Yazdi: Well maybe not at the moment, but for sure if negotiations could be initiated then there are many other practical steps to take,not only for Americans to come and visit Iran, but also for many Iranian scientists, and scholarsto come and visit the United States. As you may know, during the former administration, there were a lot of restrictions on travel for Iranian scientists.
Dickey: Iran is always saying it wants respect. What else do they want from the United States?
Yazdi: Of course they want respect. But President Obama has said that one cannot assess whether there is respect or not unless you get involved in the negotiation. Many Iranians feel that as far as dealing with other countries like Iran, the United States has sort of a "big brother" attitude. People are very sensitive to that to the extent that sometimes they are hesitant to participate.
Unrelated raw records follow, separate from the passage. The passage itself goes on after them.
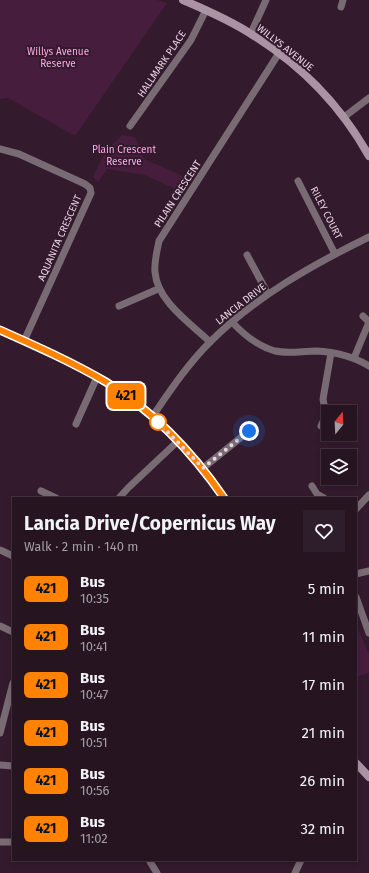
<!DOCTYPE html>
<meta charset="utf-8">
<style>
body{margin:0;font-family:"Fira Sans",sans-serif;background:#2e1d2a;color:#f1f3f6;height:100vh;display:flex;flex-direction:column;font-size:15px;white-space:nowrap}
*{box-sizing:border-box;margin:0}
p{font-size:13px;color:#a49ea5}
.icon{flex:none;width:22px;height:22px;fill:none;stroke:currentColor;stroke-width:2;stroke-linecap:round;stroke-linejoin:round}
.map{position:relative;flex:1;overflow:hidden}
.details{position:absolute;left:12px;top:497px;width:345px;height:364px;display:flex;flex-direction:column;background:#261421;border-radius:0px;box-shadow:0 2px 6px #0003,0 0 0 1px #42333f}
.details>*{flex:none}
.badge{padding:0 8px;border-radius:6px;font-size:14px;line-height:26px}
.needle{width:26px;rotate:18deg}
.controls{position:absolute;left:321px;top:405px;display:grid;gap:8px}
.controls a{display:grid;place-items:center;width:36px;height:36px;border-radius:0px;background:#261421;box-shadow:0 2px 6px #0003,0 0 0 1px #42333f;font-size:20px}
.you{position:absolute;width:20px;height:20px;margin:-10px;border:3px solid #fff;border-radius:50%;background:#1a73e8;box-shadow:0 0 0 6px #1a73e833}
.map>.badge{position:absolute;translate:-50% -50%;box-shadow:0 0 0 2px #fff}
.round{display:grid;place-items:center;flex:none;width:42px;height:42px;border-radius:0px;background:#2e1d2a}
.summary{display:flex;align-items:center;justify-content:space-between;height:68px;padding:0 12px}
h1{font-size:19px;font-weight:700;line-height:30px}
ul{padding:0;list-style:none}
li{display:flex;align-items:center;gap:12px;height:48px;padding:0 12px}
li div{flex:1}
li b{display:block;font-size:15px}
li em{font-style:normal}
li .badge{min-width:44px;font-weight:700;text-align:center}
.map>svg:first-child{display:block}
</style>
<div class="map">
<svg width="369" height="873" viewBox="0 0 369 873">
<rect width="100%" height="100%" fill="#331a2c"/>
<g fill="#471d3d">
<polygon points="0,0 157,0 167,3 75,136 8,98 0,99"/>
<polygon points="122,135 135,137 144,159 190,179 182,192 145,175 107,169 98,182 93,177 105,152"/>
<polygon points="356,625 369,654 369,673 356,677"/>
</g>
<g fill="none" stroke-linecap="round" stroke-linejoin="round">
<g stroke="#796b74" stroke-width="7">
<polyline points="341,7 343,0"/>
<polyline points="251,33 266,0"/>
<polyline points="344,117 369,98"/>
<polyline points="130,126 191,40 206,10"/>
<polyline points="0,149 19,154 85,184 90,188 91,193 24,341"/>
<polyline points="298,181 335,254"/>
<polyline points="247,255 268,294"/>
<polyline points="119,306 158,289"/>
<polyline points="363,316 369,322"/>
<path d="M232,322C244,335 257,346 275,351C289,354 302,351 316,351C334,352 353,356 369,366"/>
<path d="M210,342C190,323 157,301 155,272C154,262 157,251 159,241L279,53"/>
<polyline points="354,358 369,322"/>
<path d="M152,417C170,391 187,365 210,342C255,297 312,265 369,237"/>
<polyline points="76,424 97,377"/>
<polyline points="321,426 326,415 323,399 331,353"/>
<polyline points="203,468 249,431"/>
<polyline points="312,486 317,494 324,498"/>
<polyline points="41,491 56,498"/>
<polyline points="119,498 128,488 178,441"/>
<polyline points="356,509 369,495"/>
<polyline points="0,550 13,556"/>
<polyline points="356,574 369,571"/>
<polyline points="356,597 369,633"/>
<polyline points="0,626 13,632"/>
<polyline points="0,733 13,683"/>
<polyline points="0,765 13,766"/>
<polyline points="0,842 13,842"/>
<polyline points="149,860 157,873"/>
<polyline points="295,873 301,860"/>
</g>
<g stroke="#aa94a3" stroke-width="8">
<path d="M183,0C206,10 230,20 251,34C300,64 341,106 369,156"/>
<path d="M0,330C35,346 72,362 106,382C153,411 193,453 224,498"/>
<polyline points="356,763 369,777"/>
</g>
</g>
<g fill="none" stroke-linecap="round" stroke-linejoin="round">
<g stroke="#fff" stroke-width="9">
<path id="line" d="M0,330C36,346 72,362 106,382C153,411 193,453 224,498"/>
</g>
<use href="#line" stroke="#ff8200" stroke-width="6"/>
<polyline stroke="#e8d6e2" stroke-width="4" stroke-dasharray="0 7.2" points="158,422 203,468 249,431"/>
</g>
<circle fill="#fff" stroke="#ff8200" stroke-width="2" cx="158" cy="422" r="8"/>
<g text-anchor="middle" dominant-baseline="central" stroke-width="4" stroke-linejoin="round" paint-order="stroke">
<g font-size="10" fill="#e8d6e2" stroke="#331a2c">
<text transform="translate(285 48) rotate(38)">WILLYS AVENUE</text>
<text transform="translate(162 64) rotate(-56)">HALLMARK PLACE</text>
<text transform="translate(178 194) rotate(-57)">PILAIN CRESCENT</text>
<text transform="translate(326 213) rotate(63)">RILEY COURT</text>
<text transform="translate(60 238) rotate(-66)">AQUANITA CRESCENT</text>
<text transform="translate(241 304) rotate(-38)">LANCIA DRIVE</text>
</g>
<g font-size="10" fill="#fca8e4" stroke="#331a2c">
<text x="58" y="52">Willys Avenue<tspan x="58" dy="12">Reserve</tspan></text>
<text x="124" y="150">Plain Crescent<tspan x="124" dy="12">Reserve</tspan></text>
</g>
</g>
</svg>
<div class="controls">
<a><svg class="needle" viewBox="-14 -14 28 28"><path d="M0-13l5 13h-10z" fill="#e53935"/><path d="M0 13l5-13h-10z" fill="#a49ea5"/></svg></a>
<a><svg class="icon" aria-label="layers" viewBox="0 0 24 24"><path d="M12 4l9 5-9 5-9-5zM3 14l9 5 9-5"/></svg></a>
</div>
<div class="you" style="left:249px;top:431px"></div>
<b class="badge" style="left:126px;top:396px;background:#ff8200;color:#111">421</b>
<section class="details">
<div class="summary"><div><h1>Lancia Drive/Copernicus Way</h1><p>Walk · 2 min · 140 m</p></div><a class="round"><svg class="icon" aria-label="heart" viewBox="0 0 24 24"><path d="M12 20l-8-8c-3-5 5-10 8-4 3-6 11-1 8 4z"/></svg></a></div>
<ul>
<li><span class="badge" style="background:#ff8200;color:#111">421</span><div><b>Bus</b><p>10:35</p></div><em>5 min</em></li>
<li><span class="badge" style="background:#ff8200;color:#111">421</span><div><b>Bus</b><p>10:41</p></div><em>11 min</em></li>
<li><span class="badge" style="background:#ff8200;color:#111">421</span><div><b>Bus</b><p>10:47</p></div><em>17 min</em></li>
<li><span class="badge" style="background:#ff8200;color:#111">421</span><div><b>Bus</b><p>10:51</p></div><em>21 min</em></li>
<li><span class="badge" style="background:#ff8200;color:#111">421</span><div><b>Bus</b><p>10:56</p></div><em>26 min</em></li>
<li><span class="badge" style="background:#ff8200;color:#111">421</span><div><b>Bus</b><p>11:02</p></div><em>32 min</em></li>
</ul>
</section>
</div>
I carefully read Dr. Brzezinski's book on global leadership and global domination.Global leadership must come in a very natural way through global cooperation and participation. In the global village, peace and tranquility and progress for all parties , whether it is the United States or a small country , require cooperation.
Brzezinski: I think we have to realize that we are in this world together. We have to live it in together by cooperation and mutual respect. Dr. Yazdi, it's been a pleasure to talk to you.